→ Work required
Quote the listing in full, exactly as given, minus any pictures.

→ Working data
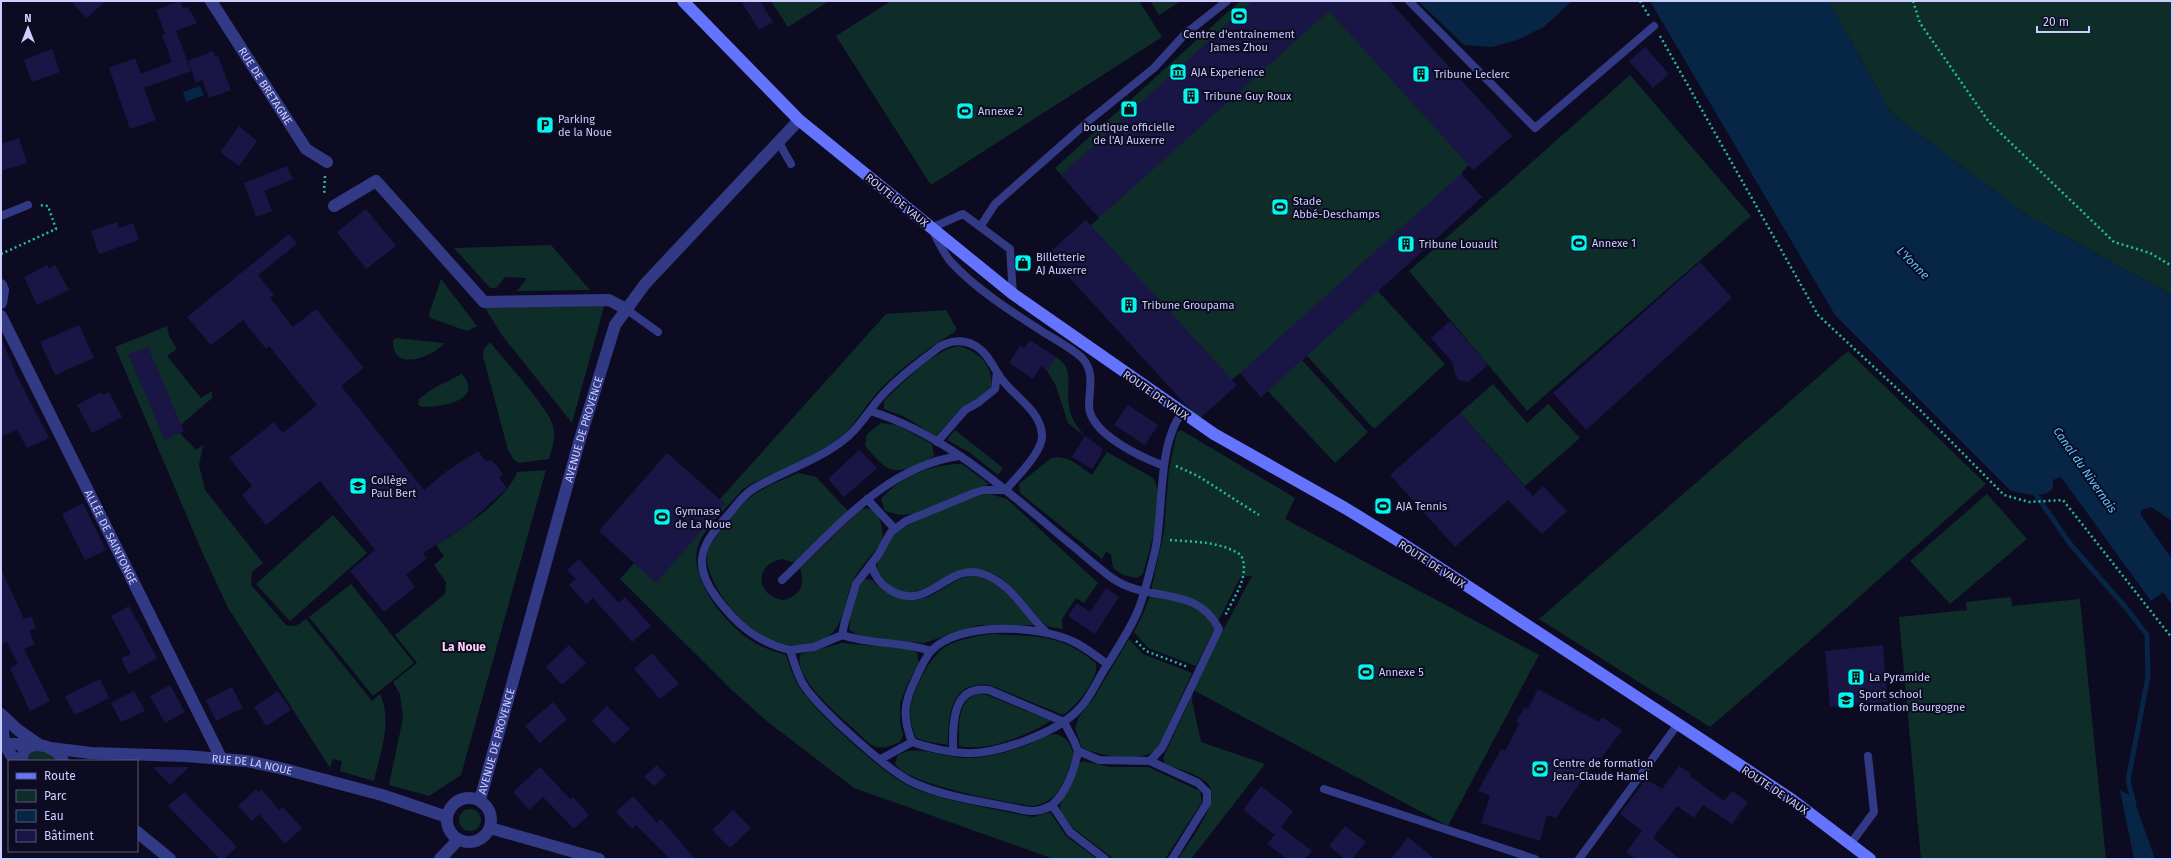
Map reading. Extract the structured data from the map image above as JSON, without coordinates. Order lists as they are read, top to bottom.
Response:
{
  "streets": {
    "street": [
      "RUE DE BRETAGNE",
      "ROUTE DE VAUX",
      "AVENUE DE PROVENCE",
      "ALLÉE DE SAINTONGE",
      "RUE DE LA NOUE"
    ]
  },
  "crossings": [
    ["ROUTE DE VAUX", "AVENUE DE PROVENCE"],
    ["AVENUE DE PROVENCE", "RUE DE LA NOUE"],
    ["ALLÉE DE SAINTONGE", "RUE DE LA NOUE"]
  ],
  "districts": ["La Noue"],
  "water": ["L'Yonne", "Canal du Nivernais"],
  "places": {
    "sports": [
      "Centre d'entrainement James Zhou",
      "Annexe 2",
      "Stade Abbé-Deschamps",
      "Annexe 1",
      "AJA Tennis",
      "Gymnase de La Noue",
      "Annexe 5",
      "Centre de formation Jean-Claude Hamel"
    ],
    "museum": ["AJA Experience"],
    "building": [
      "Tribune Leclerc",
      "Tribune Guy Roux",
      "Tribune Louault",
      "Tribune Groupama",
      "La Pyramide"
    ],
    "shop": ["boutique officielle de l'AJ Auxerre", "Billetterie AJ Auxerre"],
    "parking": ["Parking de la Noue"],
    "school or university": ["Collège Paul Bert", "Sport school formation Bourgogne"]
  },
  "legend": [
    "Route",
    "Parc",
    "Eau",
    "Bâtiment"
  ],
  "scale_bar": "20 m",
  "north": "top"
}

→ Answer for this exercise
Map reading. Extract the structured data from the map image above as JSON, without coordinates. Order lists as they are read, top to bottom.
Response:
{
  "streets": {
    "street": [
      "RUE DE BRETAGNE",
      "ROUTE DE VAUX",
      "AVENUE DE PROVENCE",
      "ALLÉE DE SAINTONGE",
      "RUE DE LA NOUE"
    ]
  },
  "crossings": [
    ["ROUTE DE VAUX", "AVENUE DE PROVENCE"],
    ["AVENUE DE PROVENCE", "RUE DE LA NOUE"],
    ["ALLÉE DE SAINTONGE", "RUE DE LA NOUE"]
  ],
  "districts": ["La Noue"],
  "water": ["L'Yonne", "Canal du Nivernais"],
  "places": {
    "sports": [
      "Centre d'entrainement James Zhou",
      "Annexe 2",
      "Stade Abbé-Deschamps",
      "Annexe 1",
      "AJA Tennis",
      "Gymnase de La Noue",
      "Annexe 5",
      "Centre de formation Jean-Claude Hamel"
    ],
    "museum": ["AJA Experience"],
    "building": [
      "Tribune Leclerc",
      "Tribune Guy Roux",
      "Tribune Louault",
      "Tribune Groupama",
      "La Pyramide"
    ],
    "shop": ["boutique officielle de l'AJ Auxerre", "Billetterie AJ Auxerre"],
    "parking": ["Parking de la Noue"],
    "school or university": ["Collège Paul Bert", "Sport school formation Bourgogne"]
  },
  "legend": [
    "Route",
    "Parc",
    "Eau",
    "Bâtiment"
  ],
  "scale_bar": "20 m",
  "north": "top"
}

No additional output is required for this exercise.